● **What you will do**:
Search the entries below for "controls", and copy each line where it appears.

● **Data listing**:
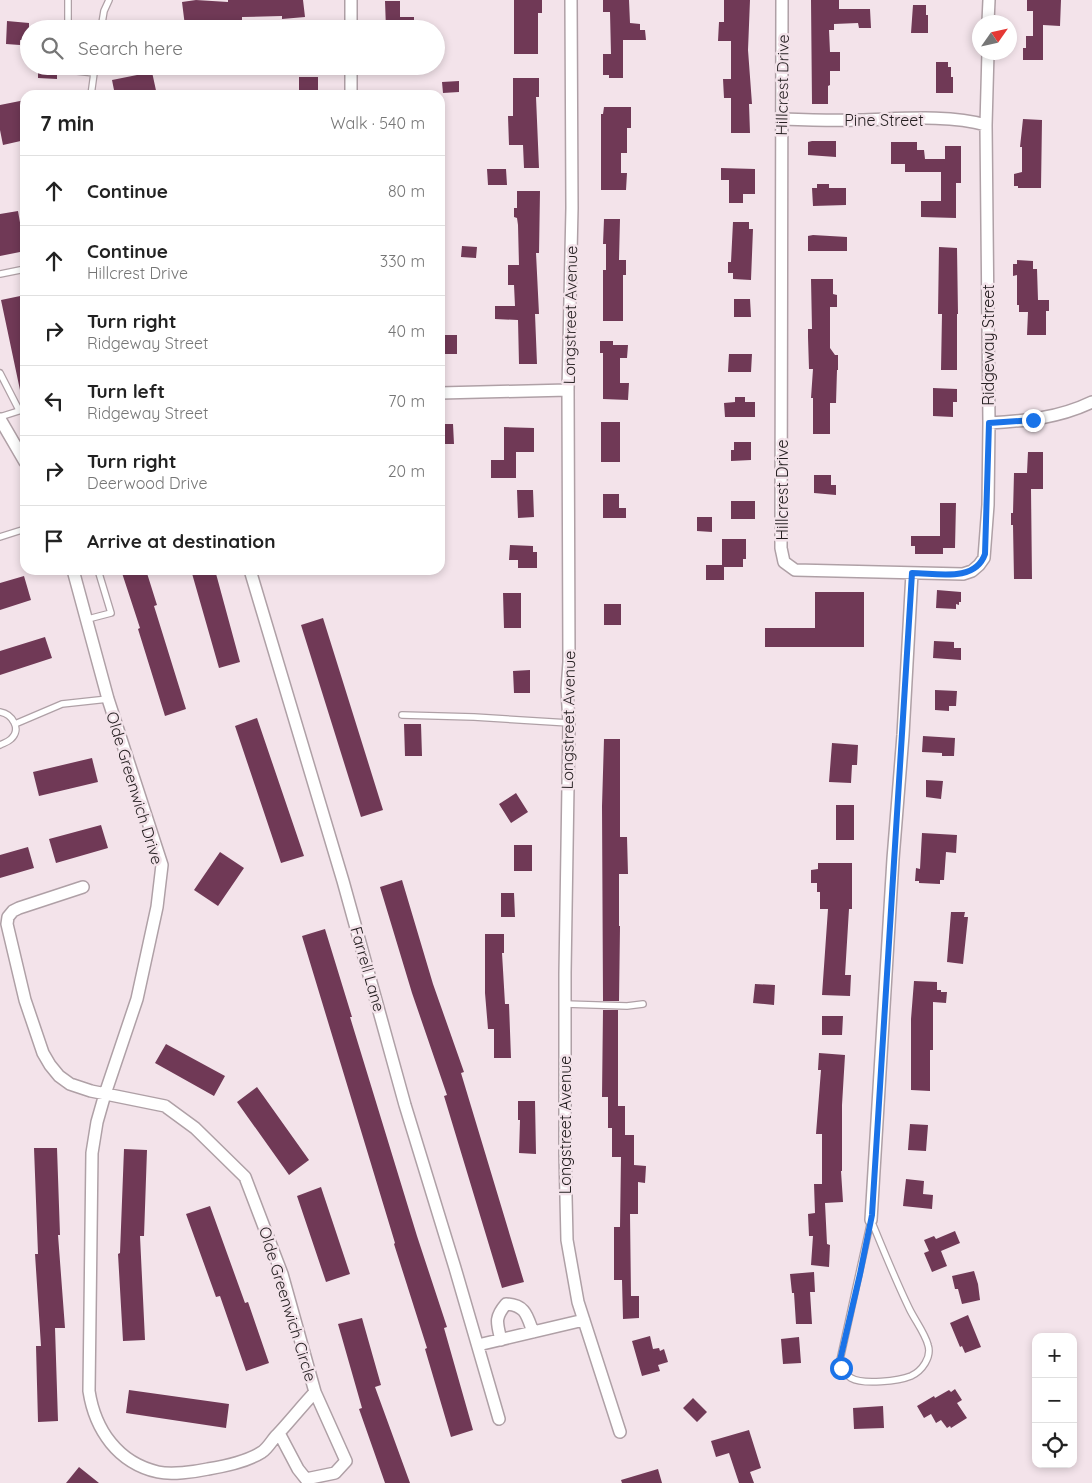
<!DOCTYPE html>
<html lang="en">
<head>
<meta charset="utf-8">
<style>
	:root { --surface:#fff; --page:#f2f2f2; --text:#222; --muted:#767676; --line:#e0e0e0 }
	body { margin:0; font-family:Quicksand,sans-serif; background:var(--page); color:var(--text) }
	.controls { position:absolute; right:15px; bottom:15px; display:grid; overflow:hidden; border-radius:10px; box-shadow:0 2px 8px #0003 }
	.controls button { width:45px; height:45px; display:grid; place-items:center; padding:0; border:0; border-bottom:1px solid var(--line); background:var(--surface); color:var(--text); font:25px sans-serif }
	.compass { position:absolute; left:972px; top:15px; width:45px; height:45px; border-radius:50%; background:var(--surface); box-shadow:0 2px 8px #0003; rotate:56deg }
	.stop { position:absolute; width:15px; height:15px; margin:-11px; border:4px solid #1a73e8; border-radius:50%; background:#fff }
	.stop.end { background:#1a73e8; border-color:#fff; box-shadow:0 1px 5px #0008 }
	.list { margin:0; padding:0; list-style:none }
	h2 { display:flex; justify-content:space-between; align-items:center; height:65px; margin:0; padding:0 20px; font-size:21px }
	h2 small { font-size:16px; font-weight:400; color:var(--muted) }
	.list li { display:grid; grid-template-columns:32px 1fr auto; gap:15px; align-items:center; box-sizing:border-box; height:70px; padding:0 20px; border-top:1px solid var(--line) }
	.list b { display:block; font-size:19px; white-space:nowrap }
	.list p { margin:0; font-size:16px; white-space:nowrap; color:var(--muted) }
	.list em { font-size:16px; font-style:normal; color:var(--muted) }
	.icon { flex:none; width:28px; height:28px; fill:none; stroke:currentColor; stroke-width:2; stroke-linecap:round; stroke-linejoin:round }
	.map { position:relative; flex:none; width:1092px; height:1483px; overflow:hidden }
	.search { position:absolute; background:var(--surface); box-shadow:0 2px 8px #0003; left:20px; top:20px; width:425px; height:55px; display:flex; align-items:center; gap:12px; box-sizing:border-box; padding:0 18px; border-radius:28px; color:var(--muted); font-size:19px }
	.panel { position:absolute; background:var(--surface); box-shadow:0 2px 8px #0003; left:20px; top:90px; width:425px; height:485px; border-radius:15px }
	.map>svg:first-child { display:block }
	.building { fill:#703956 }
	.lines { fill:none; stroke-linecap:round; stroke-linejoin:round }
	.service-casing { stroke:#afa0a6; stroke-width:8 }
	.minor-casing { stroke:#afa0a6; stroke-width:14 }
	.service { stroke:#fff; stroke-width:5.5 }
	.minor { stroke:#fff; stroke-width:11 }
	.route { stroke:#1a73e8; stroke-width:6 }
	.labels { text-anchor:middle; stroke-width:5; stroke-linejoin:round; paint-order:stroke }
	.street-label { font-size:16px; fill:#262022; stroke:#f3e3ea }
</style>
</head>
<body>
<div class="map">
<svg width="1092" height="1483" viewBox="0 0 1092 1483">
	<rect width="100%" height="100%" fill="#f3e3ea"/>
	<path class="building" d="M196,0L228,2V0H303L305,17L282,19V16L242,17V24L206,23L207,25L185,26L182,2Z
		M514,0H542V13H538V54H514Z
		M603,0H629L630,23L640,24V30H645L646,40H623V78H609V75H603V54H611L610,12H603Z
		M724,0H750L748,50L752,104H749L750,133H731V98H724L723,79H731V41H718L719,22H724Z
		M811,0H839V9H870L871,28H859L858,23L834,24V30H829L830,52H840V71H830V85L828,86V104H812Z
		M1027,0H1061L1060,26L1043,25V60H1023V48H1026V36H1033V11H1027Z
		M385,1H400V17H414V29H386Z
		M913,5H926V15H928V33H911Z
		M7,21L29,23V41L20,40V45L6,44Z
		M936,62H948V67H951V77H953V93H936Z
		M38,66H57V79L38,78Z
		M152,72L157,95H115L112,80Z
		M299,77H318V95H299Z
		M513,78H539V97H536L539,168H524L523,145H509L508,116H513Z
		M459,81V92L443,93L442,82Z
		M25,100V140L3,145L0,130V105Z
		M604,107H631V128H627V153H621V173H627L626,190H601V114H603Z
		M1023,119L1042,120L1041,188H1018V186H1014V174L1022,172V147H1020Z
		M812,141H836V157L808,155V142Z
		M891,142H917V150H924L925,159H945V146H961V183H956V218L921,217V201H941V172H905V164H891Z
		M721,168L755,169V194H743V203H729V180H721Z
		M487,169H506L507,185H488Z
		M817,184H829V188H846V205L813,206L812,188H817Z
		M517,191H540L539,253H536L539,314H535L537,364H519L518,320L495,319V306H515L514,285H508V265H519L518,225L517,218L514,217V208H517Z
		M18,211L25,251L0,256V214Z
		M604,219H620L619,260H626V275H623V321H603V270H606V244H603Z
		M733,222H749V229H753L751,280L733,279V273H728V262H731Z
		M813,235L847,237V251H808V236Z
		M462,246L477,247L476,258L461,257Z
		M939,247L957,248L958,314H957V370H941L942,314H938Z
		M1017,260L1033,261V269H1037L1038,300H1049V311H1046V335H1027L1028,312H1019V305H1017V275L1013,276V264H1017Z
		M811,279H833V294L837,295V307H830V348L835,355H838V370H837L836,403H830V434H813V398H811L813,369H809L808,337V329H812Z
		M25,295V390H20L1,300Z
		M734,299H750L751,317H734Z
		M440,335H457V354H440Z
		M600,341H613V345H628L627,358H620V383H629L628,400L603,399V353H600Z
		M729,354H752L751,372H728Z
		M933,388L957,389V402H953V417L933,416Z
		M735,397H745V402H755V417H725L724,403L735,402Z
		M601,422H620V462H601Z
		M440,424H453L454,444H440Z
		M504,427L534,428V452H516V478H491V460H504Z
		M734,442H751V460L731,461V450H734Z
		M1028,452H1043V489H1031L1032,579H1014L1013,525H1011V513H1013L1014,473H1027Z
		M814,475H831V485H836V495L814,493Z
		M517,490H533L534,517L518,518Z
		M603,494H619V508H626V518H603Z
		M731,501H755V519H731Z
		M940,503H956L955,548H943V554H915V546H911V536H940Z
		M697,517H712V532L697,531Z
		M722,539H746V559H743V567H724V580H706V565H722Z
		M510,545L533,546V552H537V568H518V560H509Z
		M121,570H146L157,605L154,606L186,709L165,716L138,629L140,628Z
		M191,570H215L240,662L219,668Z
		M24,576L31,600L0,610V583Z
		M937,590L961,592V602H959V605L956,604V609L936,608Z
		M815,592H864V647H765V628H815Z
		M503,593H521V628H504Z
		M604,604H621V625H604Z
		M323,618L383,810L361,817L301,625Z
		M45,637L52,658L0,675V651Z
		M934,641L954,642V648H961V660L933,658Z
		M530,670V693H514L513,671Z
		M935,690L957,691L956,706H949V711L935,710Z
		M257,718L304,856L281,863L235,726Z
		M404,724H421L422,756H405Z
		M923,736L955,738L954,756H942V753L922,752Z
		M604,739H620V837H627L628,874H619V926H620L619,1001H603L602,806Z
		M832,743L858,745L857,765H852L851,783L829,782Z
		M92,758L98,782L39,796L33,772Z
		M926,780L943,781L941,799L926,797Z
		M516,793L528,812L511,823L499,804Z
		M836,805H854V840H836Z
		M101,825L108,848L56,863L49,839Z
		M922,833L957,835L956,853L946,852L944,880H940V884L919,883V881H915L916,868L920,869Z
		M514,845H532V871H514Z
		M28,847L34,868L0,878V855Z
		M220,852L244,868L218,906L194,890Z
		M818,863H852V909H849L845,975H851L850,996L822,995L828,909H820V892H817V883H811V870L818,869Z
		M402,880L433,984L464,1072L461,1073L524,1282L502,1288L444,1096L447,1095L412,993L380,887Z
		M501,893H514L515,917H501Z
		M951,912H965L964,917H968L963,964L947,962Z
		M325,929L352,1017H350L417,1236L447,1327L444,1328L473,1430L451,1437L425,1349L427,1348L394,1244L395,1243L302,936Z
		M485,934H504V953H502L505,1004H509L511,1058H494V1029H488L485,993Z
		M914,981L937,982V990H941V992H947L946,1003L933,1002V1050H930V1091L911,1090V1019Z
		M755,984L775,985L774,1005L753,1003Z
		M603,1010H618V1106H625V1135H634V1165L646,1166L645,1183L638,1182V1214H630L631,1296H639V1318L623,1319L622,1280H614V1227H620L621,1157H612V1128H608V1097H602Z
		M822,1016H843L842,1035H822Z
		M166,1044L225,1076L214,1096L155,1063Z
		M819,1053L845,1055L842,1105V1171H841L843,1202L825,1203L827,1244L830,1245L829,1267L811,1265L813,1236H809L808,1214L815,1213L814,1184H822V1134H816L821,1070H818Z
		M257,1087L309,1160L289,1175L237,1102Z
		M518,1101H535L536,1154L519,1153L520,1120H518Z
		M910,1124L928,1125L926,1151L908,1150Z
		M34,1148H57L60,1235H58L65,1328H55L58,1421L38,1422L36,1346H41L35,1254H38Z
		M124,1149L147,1150L144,1236H140L145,1340L123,1341L118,1254L120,1253Z
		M906,1179L924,1181L923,1194L933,1195L932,1209L903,1206Z
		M321,1187L350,1274L326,1282L297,1196Z
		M210,1206L245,1303L248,1302L269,1363L246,1371L220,1296L216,1297L186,1214Z
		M955,1231L960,1243L941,1251L947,1266L932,1272L924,1253L929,1251L924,1240L934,1236L936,1239Z
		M974,1271L978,1284L980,1300L962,1304L958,1289H955L952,1276Z
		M814,1272L815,1292H810L812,1324H796L794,1293H792L790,1274Z
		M968,1315L981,1347L965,1353L962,1346L960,1347L950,1323Z
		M362,1318L381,1385L375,1387L410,1483H385L359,1409L362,1408L338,1324Z
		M650,1336L653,1349L659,1348L660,1351L664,1349L668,1362L658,1365L660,1371L642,1376L632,1341Z
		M799,1337L801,1363L783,1364L781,1339Z
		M955,1389L962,1400L957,1403L967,1418L951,1428L950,1426L947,1428L941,1420L936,1423L931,1414L924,1418L917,1406L934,1396L935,1398L949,1390L951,1392Z
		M129,1390L229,1404L226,1428L126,1413Z
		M693,1398L707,1412L697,1422L683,1408Z
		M883,1406L884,1428L854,1429L853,1408Z
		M749,1430L761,1468L750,1472L754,1483H739L729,1453L716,1457L711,1441Z
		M79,1467L99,1483H66Z
		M658,1469L662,1483H622L621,1480Z"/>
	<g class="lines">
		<defs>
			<path id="service" d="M68,29V0
				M101,29L104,11L109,0
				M68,70L94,73
				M91,95L95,66
				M0,274L25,269
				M0,373L19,410
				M0,417L25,409
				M0,537L25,529
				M88,619L111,613L98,570
				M0,712C12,714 22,729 11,739C8,742 4,743 0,745
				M402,715L474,717L569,723
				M15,724L62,704L108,699
				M565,1004L627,1006L643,1004
				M871,1220C883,1249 895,1279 909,1308C914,1319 925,1333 928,1345C932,1357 922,1371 911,1376C899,1381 863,1385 851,1378C844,1374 841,1367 840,1360Z"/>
			<path id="minor" d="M571,0L572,208L568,390L569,662L567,690L569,723L565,973V1154L567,1240L578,1302L620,1432
				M782,0L781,548L784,562L795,570L963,574L972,571L979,565L984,558L988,505L989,423L986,125L988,52
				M988,22L989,0
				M351,29V0
				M351,66V95
				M782,119C807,120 833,121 859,120C899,119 948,114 986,125
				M440,393L568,390
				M0,419L25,462
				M989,423C1025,421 1059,418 1092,402
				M73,570L108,699L162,865L157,907L137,999L105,1094L97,1122L92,1153L89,1391C95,1430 118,1463 158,1472C171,1475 194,1472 208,1469C226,1466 246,1462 262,1452C268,1448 272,1440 277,1435C290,1421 302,1406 315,1392L282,1274L245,1177L195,1128L165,1106L91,1091L70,1084L59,1076L50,1065L43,1053L25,1000L7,924L8,917L13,911L19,908L83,887
				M250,570L343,881L405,1105L455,1268L499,1419
				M871,1220L893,859L903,735L912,573
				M501,1340C497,1323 494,1318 506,1304C526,1305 527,1316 533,1332
				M478,1345L584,1320
				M279,1433L298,1469L306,1479L335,1473L346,1461L315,1392"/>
		</defs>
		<use href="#service" class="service-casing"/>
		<use href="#minor" class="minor-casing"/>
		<use href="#service" class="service"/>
		<use href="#minor" class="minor"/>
	</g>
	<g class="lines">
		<path class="route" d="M841,1368L840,1360L860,1274L872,1215L912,573C936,573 975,583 985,554L989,423L1033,420"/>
	</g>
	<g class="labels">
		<g class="street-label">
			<text transform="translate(782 85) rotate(-89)" y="6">Hillcrest Drive</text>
			<text x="884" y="126">Pine Street</text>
			<text transform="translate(570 315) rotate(-89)" y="6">Longstreet Avenue</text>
			<text transform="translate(988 345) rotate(-90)" y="6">Ridgeway Street</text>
			<text transform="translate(782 490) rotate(-90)" y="6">Hillcrest Drive</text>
			<text transform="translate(568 720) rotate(-89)" y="6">Longstreet Avenue</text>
			<text transform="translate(135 788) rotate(73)" y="6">Olde Greenwich Drive</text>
			<text transform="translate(368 969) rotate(74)" y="6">Farrell Lane</text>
			<text transform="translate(565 1125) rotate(-90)" y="6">Longstreet Avenue</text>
			<text transform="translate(288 1304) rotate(73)" y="6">Olde Greenwich Circle</text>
		</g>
	</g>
</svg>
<div class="controls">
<button>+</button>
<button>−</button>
<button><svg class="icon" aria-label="locate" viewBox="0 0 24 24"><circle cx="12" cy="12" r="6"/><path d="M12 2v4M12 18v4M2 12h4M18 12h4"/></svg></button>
</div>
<svg class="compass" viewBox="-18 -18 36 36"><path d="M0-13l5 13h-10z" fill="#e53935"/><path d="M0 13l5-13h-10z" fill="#767676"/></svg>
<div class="stop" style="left:841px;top:1368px"></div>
<div class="stop end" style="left:1033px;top:420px"></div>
<div class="search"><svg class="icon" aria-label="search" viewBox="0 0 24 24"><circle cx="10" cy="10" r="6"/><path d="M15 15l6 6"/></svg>Search here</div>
<section class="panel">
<h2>7 min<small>Walk · 540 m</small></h2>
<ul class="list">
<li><svg class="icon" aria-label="ahead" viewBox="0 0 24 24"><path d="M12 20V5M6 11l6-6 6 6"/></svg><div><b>Continue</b></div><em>80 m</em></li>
<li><svg class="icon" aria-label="ahead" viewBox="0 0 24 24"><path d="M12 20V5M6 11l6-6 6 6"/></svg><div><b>Continue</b><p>Hillcrest Drive</p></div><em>330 m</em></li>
<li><svg class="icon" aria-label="right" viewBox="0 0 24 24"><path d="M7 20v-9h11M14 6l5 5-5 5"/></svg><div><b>Turn right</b><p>Ridgeway Street</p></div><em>40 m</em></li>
<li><svg class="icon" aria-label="left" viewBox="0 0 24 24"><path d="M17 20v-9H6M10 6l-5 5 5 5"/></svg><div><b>Turn left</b><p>Ridgeway Street</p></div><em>70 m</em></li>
<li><svg class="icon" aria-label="right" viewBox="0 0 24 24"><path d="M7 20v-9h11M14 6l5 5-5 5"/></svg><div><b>Turn right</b><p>Deerwood Drive</p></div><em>20 m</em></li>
<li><svg class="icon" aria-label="arrive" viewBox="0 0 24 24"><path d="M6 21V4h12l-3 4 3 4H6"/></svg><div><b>Arrive at destination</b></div></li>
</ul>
</section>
</div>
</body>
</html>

● **Solution below**:
	.controls { position:absolute; right:15px; bottom:15px; display:grid; overflow:hidden; border-radius:10px; box-shadow:0 2px 8px #0003 }
	.controls button { width:45px; height:45px; display:grid; place-items:center; padding:0; border:0; border-bottom:1px solid var(--line); background:var(--surface); color:var(--text); font:25px sans-serif }
<div class="controls">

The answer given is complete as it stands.